Please list all lines of the material below in which the string "primary" occurs.

━━━━━ Exercise materials

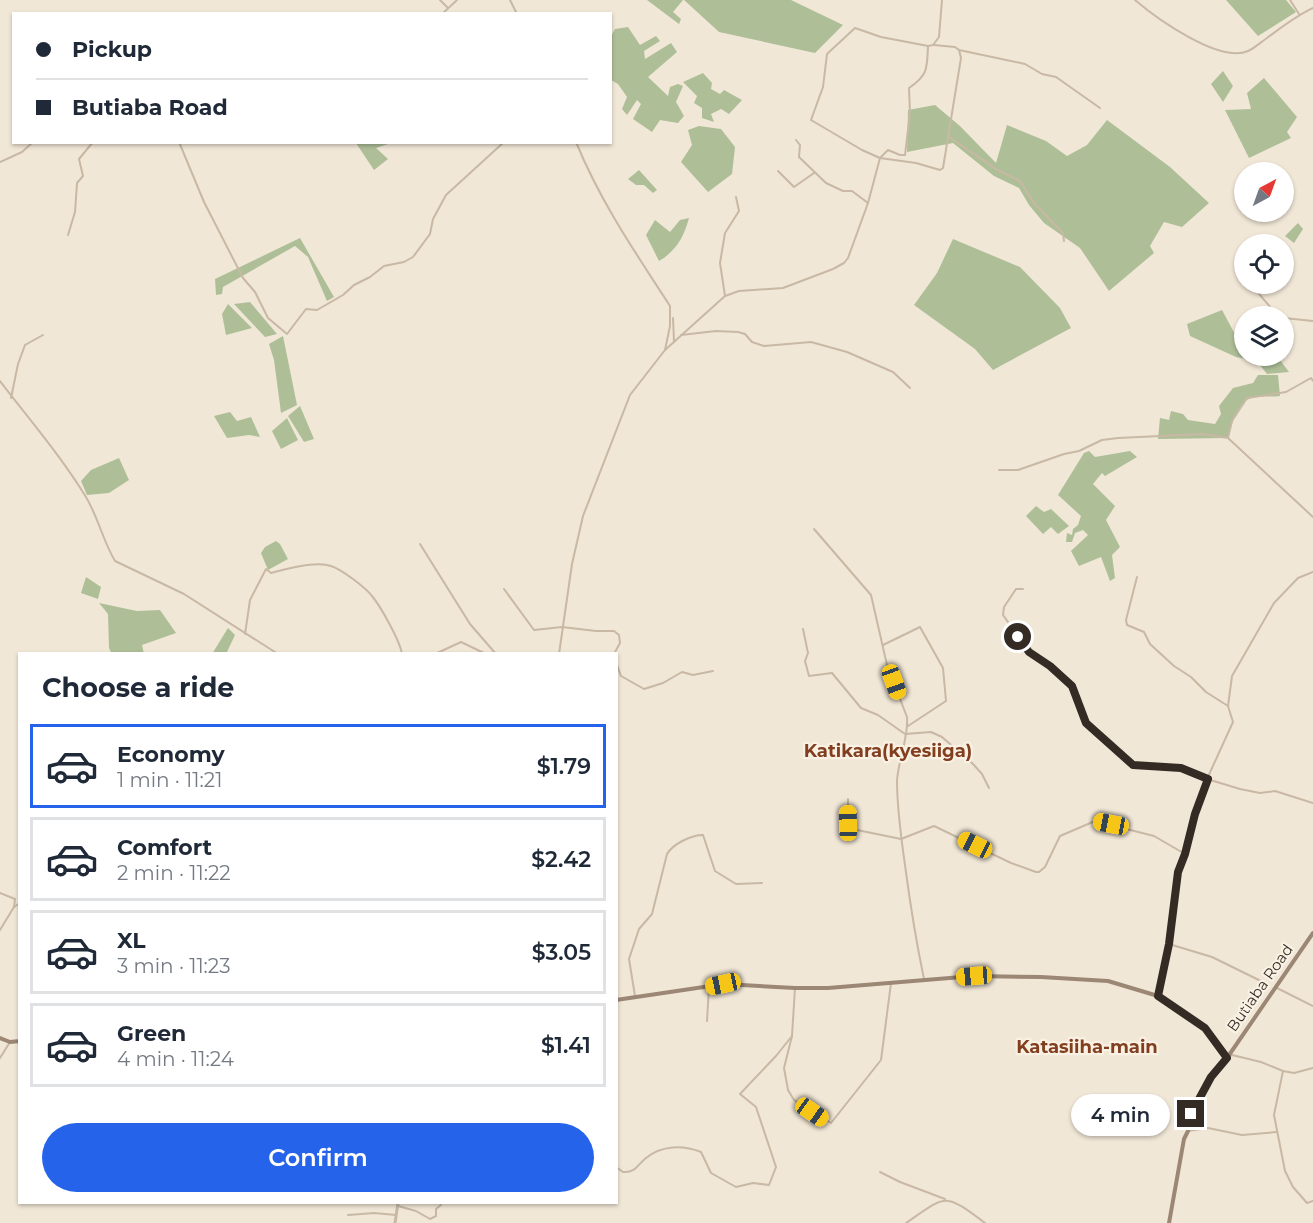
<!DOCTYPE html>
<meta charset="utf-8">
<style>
body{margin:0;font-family:Montserrat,sans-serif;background:#f6f6f7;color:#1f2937;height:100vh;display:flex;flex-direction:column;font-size:22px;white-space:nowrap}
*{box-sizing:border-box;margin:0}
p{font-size:20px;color:#747a83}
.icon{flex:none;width:33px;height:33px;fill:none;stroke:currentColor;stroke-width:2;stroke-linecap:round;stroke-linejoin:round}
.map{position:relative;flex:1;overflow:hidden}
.sheet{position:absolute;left:18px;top:652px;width:600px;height:552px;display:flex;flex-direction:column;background:#fff;border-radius:0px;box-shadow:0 2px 4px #0004}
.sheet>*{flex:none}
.guide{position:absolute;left:12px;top:12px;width:600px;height:132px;border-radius:0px;box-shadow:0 2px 4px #0004;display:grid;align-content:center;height:132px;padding:0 24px;background:#fff}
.needle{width:39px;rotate:41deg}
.tools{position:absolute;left:1234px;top:162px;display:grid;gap:12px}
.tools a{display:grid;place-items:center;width:60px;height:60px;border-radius:50%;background:#fff;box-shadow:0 2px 4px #0004;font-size:30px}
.end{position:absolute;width:27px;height:27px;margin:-14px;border:8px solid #342b25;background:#fff;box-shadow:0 0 0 3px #fff}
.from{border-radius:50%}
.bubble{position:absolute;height:42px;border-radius:21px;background:#fff;box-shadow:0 2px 4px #0004;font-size:20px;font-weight:600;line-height:42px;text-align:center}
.car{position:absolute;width:18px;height:36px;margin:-18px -9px;border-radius:8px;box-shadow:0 0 4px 2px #0007;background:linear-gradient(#f5c518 24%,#345 0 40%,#f5c518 0 76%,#345 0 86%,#f5c518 0)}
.guide b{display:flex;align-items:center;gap:21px;height:57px;font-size:22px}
.guide b+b{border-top:2px solid #e0e1e3}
.guide i{width:15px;height:15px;background:#1f2937}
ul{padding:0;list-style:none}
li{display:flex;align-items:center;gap:18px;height:84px;margin:0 12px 9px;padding:0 12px;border:3px solid #e0e1e3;border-radius:0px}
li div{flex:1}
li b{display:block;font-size:22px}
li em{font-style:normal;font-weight:600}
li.active{border-color:#2563eb}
li>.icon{width:54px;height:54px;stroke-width:1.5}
h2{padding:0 24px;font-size:27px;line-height:72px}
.primary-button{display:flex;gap:12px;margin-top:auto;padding:12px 24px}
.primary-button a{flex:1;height:69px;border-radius:36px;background:#2563eb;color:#fff;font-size:24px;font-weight:600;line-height:69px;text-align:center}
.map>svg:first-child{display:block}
.green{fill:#aebf98}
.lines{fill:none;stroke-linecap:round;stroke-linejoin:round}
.minor{stroke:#c8b8a4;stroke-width:2}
.tertiary{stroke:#c8b8a4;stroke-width:3}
.secondary{stroke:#9c8775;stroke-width:4}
.route{stroke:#342b25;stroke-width:8}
.labels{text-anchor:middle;stroke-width:4.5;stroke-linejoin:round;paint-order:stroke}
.street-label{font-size:15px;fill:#342b25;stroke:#f9f1e3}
.quarter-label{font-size:18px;font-weight:bold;fill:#823f1f;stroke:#f9f1e3}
</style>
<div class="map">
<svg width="1313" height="1223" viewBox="0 0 1313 1223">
<rect width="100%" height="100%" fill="#f1e7d7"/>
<g class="green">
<polygon points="647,0 683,0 673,12 681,19 679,24"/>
<polygon points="684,0 791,0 843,25 815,53 719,32"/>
<polygon points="1226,0 1286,0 1296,12 1258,36"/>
<polygon points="628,27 640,45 656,36 660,41 644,51 645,59 671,43 677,52 648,77 668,96 670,87 678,84 683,86 676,102 684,116 678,123 660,120 652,132 633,119 641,104 637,100 627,115 622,109 627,97 618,84 611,80 611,36 615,29"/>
<polygon points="1223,71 1233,86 1223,102 1211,84"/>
<polygon points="703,73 712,83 711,89 720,94 724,90 742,100 729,114 721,109 711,114 714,122 702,118 702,108 694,103 697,96 683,82"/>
<polygon points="1264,78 1297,117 1287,132 1291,138 1249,158 1225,110 1251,109 1247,93"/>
<polygon points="935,105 960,126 996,163 1007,125 1046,141 1067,156 1087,145 1107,120 1170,167 1209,203 1182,227 1164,222 1150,246 1154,253 1109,291 1080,248 1044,223 1029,205 1019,188 994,176 953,143 907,152 908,110"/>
<polygon points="699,126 721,129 735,147 732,174 708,192 681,162 692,145 688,130"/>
<polygon points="356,143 391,143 376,148 388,159 374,170"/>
<polygon points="639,170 657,190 653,193 644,185 636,185 628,179"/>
<path d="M 689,218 C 684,237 676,251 659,261 L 646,235 L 655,220 L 670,232 L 680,220 Z"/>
<polygon points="1298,223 1303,229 1294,243 1285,236"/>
<polygon points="300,238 334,297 327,301 308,257 295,246 223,287 222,294 216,295 215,279"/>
<polygon points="953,239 1020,267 1060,308 1071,328 993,370 975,349 914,305 937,273"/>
<polygon points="250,302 277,334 265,337 234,304"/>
<polygon points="228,304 252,328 226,335 222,314"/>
<polygon points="1222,310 1243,349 1245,349 1245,356 1277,356 1289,372 1267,374 1257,361 1236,357 1190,336 1187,324"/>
<polygon points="283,336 297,405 281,413 274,360 269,344"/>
<path d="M 1258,375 L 1278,375 L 1280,396 C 1272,397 1264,396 1256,397 C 1238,398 1232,424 1228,438 L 1158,439 L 1160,418 L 1169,420 L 1171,411 L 1183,414 L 1188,420 L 1215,424 L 1221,414 L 1219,406 L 1233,388 L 1253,383 Z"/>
<polygon points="300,406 314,439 304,442 288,416"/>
<polygon points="230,412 237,421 251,417 260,437 249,435 227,438 214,416"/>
<polygon points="287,418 298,440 281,449 272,431"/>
<polygon points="1089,451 1095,457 1130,451 1137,457 1105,476 1102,473 1093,484 1115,506 1106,520 1120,547 1112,555 1115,578 1110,581 1101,557 1079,566 1071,551 1088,535 1083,530 1075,533 1072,542 1066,542 1067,533 1072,535 1073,529 1078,525 1081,516 1058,495 1084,453"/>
<polygon points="119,458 129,480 109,493 87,495 81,481 91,470"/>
<polygon points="1036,506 1044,512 1051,509 1069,526 1058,534 1051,527 1043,534 1026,516"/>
<polygon points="276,541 280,544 288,559 268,570 261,553 265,547"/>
<polygon points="86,577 101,587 98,599 81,593"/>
<polygon points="99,603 137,611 160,610 176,633 142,645 144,654 112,654 109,648 108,614"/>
<polygon points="228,628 235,635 226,654 212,654"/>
</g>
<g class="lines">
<g class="minor">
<polyline points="440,0 448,8"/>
<polyline points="510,0 517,14"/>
<path d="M 1135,0 C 1156,18 1220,64 1248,51 C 1255,48 1261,42 1267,38 C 1282,27 1296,16 1313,8"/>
<polyline points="1290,0 1299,14"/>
<polyline points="442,14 457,0"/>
<path d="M 928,46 C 927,69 928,75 909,88 L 910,113 L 905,155 L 900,155 L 888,150 L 880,158 L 916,163 L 940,170 L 943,168 L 961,58 L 959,50 L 955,47 L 934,45"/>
<polyline points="959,50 1025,64 1042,74 1056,77 1100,108"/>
<polyline points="949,137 996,169 1020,181 1034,203 1063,233 1064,241"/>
<polyline points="796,140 800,145 799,157 826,183 843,191 852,191 868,203"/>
<polyline points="179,142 204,202 243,278 255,292 268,318 287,334 306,309 317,310 343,295 354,285 370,277 384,266 404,262 413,257 430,234 433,219 446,195 504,142"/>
<polyline points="0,162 22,152 33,142"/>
<polyline points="778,171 794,187 814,173"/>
<polyline points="68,235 75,212 77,183 83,176 79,159 93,142"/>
<polyline points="1253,284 1253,287 1278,316"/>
<polyline points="725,296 720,263 725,233 739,211 736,197"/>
<polyline points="673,318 674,342"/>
<polyline points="1284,318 1313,321"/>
<polyline points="681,335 716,331 738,332 745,334 752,342 764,346 811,342 847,352 893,372 910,388"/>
<polyline points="665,350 725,296 739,291 783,288 833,269 844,263 848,258 868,203 880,158 862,150 811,120 823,87 827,54 855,28 881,37 928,46 933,45 939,37 942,0"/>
<path d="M 0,381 C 29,419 61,456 86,497 C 98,517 103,541 115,561 L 184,594 L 278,654"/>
<polyline points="11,398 18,364 25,345 43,335"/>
<polyline points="1228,438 1232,421 1247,398 1286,392 1311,378 1313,381"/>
<polyline points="999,470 1018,470 1064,454 1079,451 1102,440 1118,438 1203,434 1228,438 1313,517"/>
<path d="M 814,529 L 871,595 L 887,665 L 907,717 C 909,736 898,761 897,781 C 897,809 901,837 905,865 C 910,903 916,941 924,979"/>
<polyline points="420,544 470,624 496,654"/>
<polyline points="1137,577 1126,620 1127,625 1144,632 1150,644 1174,666 1191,677 1206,692 1228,706"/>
<polyline points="504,589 534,630 562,627 596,631 614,631 619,635 620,643 614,654"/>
<polyline points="1023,589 1016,589 1004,607 1003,615 1029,652 1050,666 1072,686 1086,723 1133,765 1181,768 1207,779 1240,789 1260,793 1275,791 1313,803"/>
<polyline points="803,629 808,653 805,661 809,676 832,673 861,708 878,715 905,734 931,732 942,737 973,764 982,774 989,788"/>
<path d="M 245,634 L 250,600 L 266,569 L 271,573 C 285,569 317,561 331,566 C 341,569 365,587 372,596 C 381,607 400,641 402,654"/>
<polyline points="883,645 920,627 943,668 946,701 908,726"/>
<polyline points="435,654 461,642 486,654"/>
<path d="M 559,654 L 572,564 L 583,516 L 630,395 L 665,350 L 670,326 L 670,306 C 635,252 600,201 576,142"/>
<polyline points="616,662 621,676 644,689 663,683 682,672 693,675 713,671"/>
<polyline points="848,799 848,823 857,830 901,839 934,826 1011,863 1036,872 1039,872 1045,867 1060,836 1095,821 1154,836 1185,854"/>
<polyline points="0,893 15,899 14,907 0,930"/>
<polyline points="14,907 20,903"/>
<polyline points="1169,944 1212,957 1269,985"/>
<polyline points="1275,987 1313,1006"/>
<polyline points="795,988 792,1036 784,1068 788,1090 794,1100 831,1123 881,1060 891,983"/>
<polyline points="1159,995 1169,944 1178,872 1185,854 1195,815 1207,779 1233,722 1228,706 1232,676 1274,603 1298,578 1313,572"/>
<path d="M 635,996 L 629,959 L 639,929 L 652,914 L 667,854 C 673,844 691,835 703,835 L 715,871 L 736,884 L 762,883"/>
<polyline points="707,1021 709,987"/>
<polyline points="1230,1056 1232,1055 1261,1062 1283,1071 1294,1073 1313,1068"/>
<polyline points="0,1058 10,1042"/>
<polyline points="1283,1071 1274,1115 1285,1171 1293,1187 1307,1203 1313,1201"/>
<polyline points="1188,1131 1208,1128 1242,1135 1277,1132"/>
<path d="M 616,1167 L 623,1172 C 636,1173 637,1165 646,1158 C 662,1145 683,1145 701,1152 L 711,1173 L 736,1187 L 753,1183 L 769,1185 L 776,1167 L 756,1107 L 740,1094 L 776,1056 L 792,1036"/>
<polyline points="880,1172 900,1182 945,1199"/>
<polyline points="398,1206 416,1211 430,1219 436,1216 436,1209 441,1205"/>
<polyline points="348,1215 374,1213 396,1215"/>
<path d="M 906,1223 C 947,1195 944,1192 985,1223"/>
</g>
<polyline class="tertiary" points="395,1223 398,1203"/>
<g class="secondary">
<polyline points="616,1000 724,984 795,988 828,988 974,976 1041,977 1108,981 1158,996 1173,1005 1205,1028 1227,1058"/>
<polyline points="0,1038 10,1042 20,1041"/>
<polyline points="1169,1223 1184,1139 1188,1131 1191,1115 1211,1077 1227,1058 1313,933"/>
</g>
</g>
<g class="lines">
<polyline class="route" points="1018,637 1029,652 1050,666 1072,686 1086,723 1133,765 1181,768 1208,779 1195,814 1185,854 1178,872 1169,944 1158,996 1205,1028 1227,1058 1211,1077 1191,1114"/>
</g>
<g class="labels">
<g class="street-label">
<text transform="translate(1260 988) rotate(-55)" y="5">Butiaba Road</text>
</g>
<g class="quarter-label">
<text x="888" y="757">Katikara(kyesiiga)</text>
<text x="1087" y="1053">Katasiiha-main</text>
</g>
</g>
</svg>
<div class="tools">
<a><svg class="needle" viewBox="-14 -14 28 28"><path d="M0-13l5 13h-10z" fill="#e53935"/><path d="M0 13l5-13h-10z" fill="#747a83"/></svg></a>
<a><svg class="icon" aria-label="locate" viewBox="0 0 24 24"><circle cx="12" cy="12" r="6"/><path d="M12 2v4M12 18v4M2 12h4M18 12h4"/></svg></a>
<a><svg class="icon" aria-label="layers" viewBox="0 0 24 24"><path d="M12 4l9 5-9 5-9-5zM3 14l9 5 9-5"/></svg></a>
</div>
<i class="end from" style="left:1018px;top:637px"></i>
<i class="end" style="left:1191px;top:1114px"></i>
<div class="bubble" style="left:1071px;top:1094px;width:99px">4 min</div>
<i class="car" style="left:894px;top:682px;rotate:160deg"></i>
<i class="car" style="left:848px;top:823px;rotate:359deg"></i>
<i class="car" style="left:1111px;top:824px;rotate:281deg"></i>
<i class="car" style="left:975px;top:845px;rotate:296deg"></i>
<i class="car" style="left:974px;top:976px;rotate:266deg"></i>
<i class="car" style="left:723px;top:984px;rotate:258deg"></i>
<i class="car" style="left:812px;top:1112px;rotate:125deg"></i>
<div class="guide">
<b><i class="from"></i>Pickup</b>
<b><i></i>Butiaba Road</b>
</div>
<section class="sheet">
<h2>Choose a ride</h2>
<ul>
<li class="active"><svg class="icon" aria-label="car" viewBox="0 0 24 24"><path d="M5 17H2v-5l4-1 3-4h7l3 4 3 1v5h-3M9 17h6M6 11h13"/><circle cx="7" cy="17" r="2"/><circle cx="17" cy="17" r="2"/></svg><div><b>Economy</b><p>1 min · 11:21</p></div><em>$1.79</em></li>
<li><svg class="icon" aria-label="car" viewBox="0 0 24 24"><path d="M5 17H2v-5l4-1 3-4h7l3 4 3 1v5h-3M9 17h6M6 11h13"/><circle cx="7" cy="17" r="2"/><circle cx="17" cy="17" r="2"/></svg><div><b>Comfort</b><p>2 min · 11:22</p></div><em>$2.42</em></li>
<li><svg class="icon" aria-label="car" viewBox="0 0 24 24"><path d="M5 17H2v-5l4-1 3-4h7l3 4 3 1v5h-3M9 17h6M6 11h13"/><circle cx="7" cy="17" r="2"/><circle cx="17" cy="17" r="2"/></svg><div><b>XL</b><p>3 min · 11:23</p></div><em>$3.05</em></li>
<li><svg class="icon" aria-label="car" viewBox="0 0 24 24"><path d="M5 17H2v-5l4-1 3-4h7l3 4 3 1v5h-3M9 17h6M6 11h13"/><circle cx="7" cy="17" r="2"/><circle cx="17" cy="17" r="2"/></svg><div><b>Green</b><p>4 min · 11:24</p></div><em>$1.41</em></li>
</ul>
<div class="primary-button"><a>Confirm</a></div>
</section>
</div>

━━━━━━━━━━

Reply
.primary-button{display:flex;gap:12px;margin-top:auto;padding:12px 24px}
.primary-button a{flex:1;height:69px;border-radius:36px;background:#2563eb;color:#fff;font-size:24px;font-weight:600;line-height:69px;text-align:center}
<div class="primary-button"><a>Confirm</a></div>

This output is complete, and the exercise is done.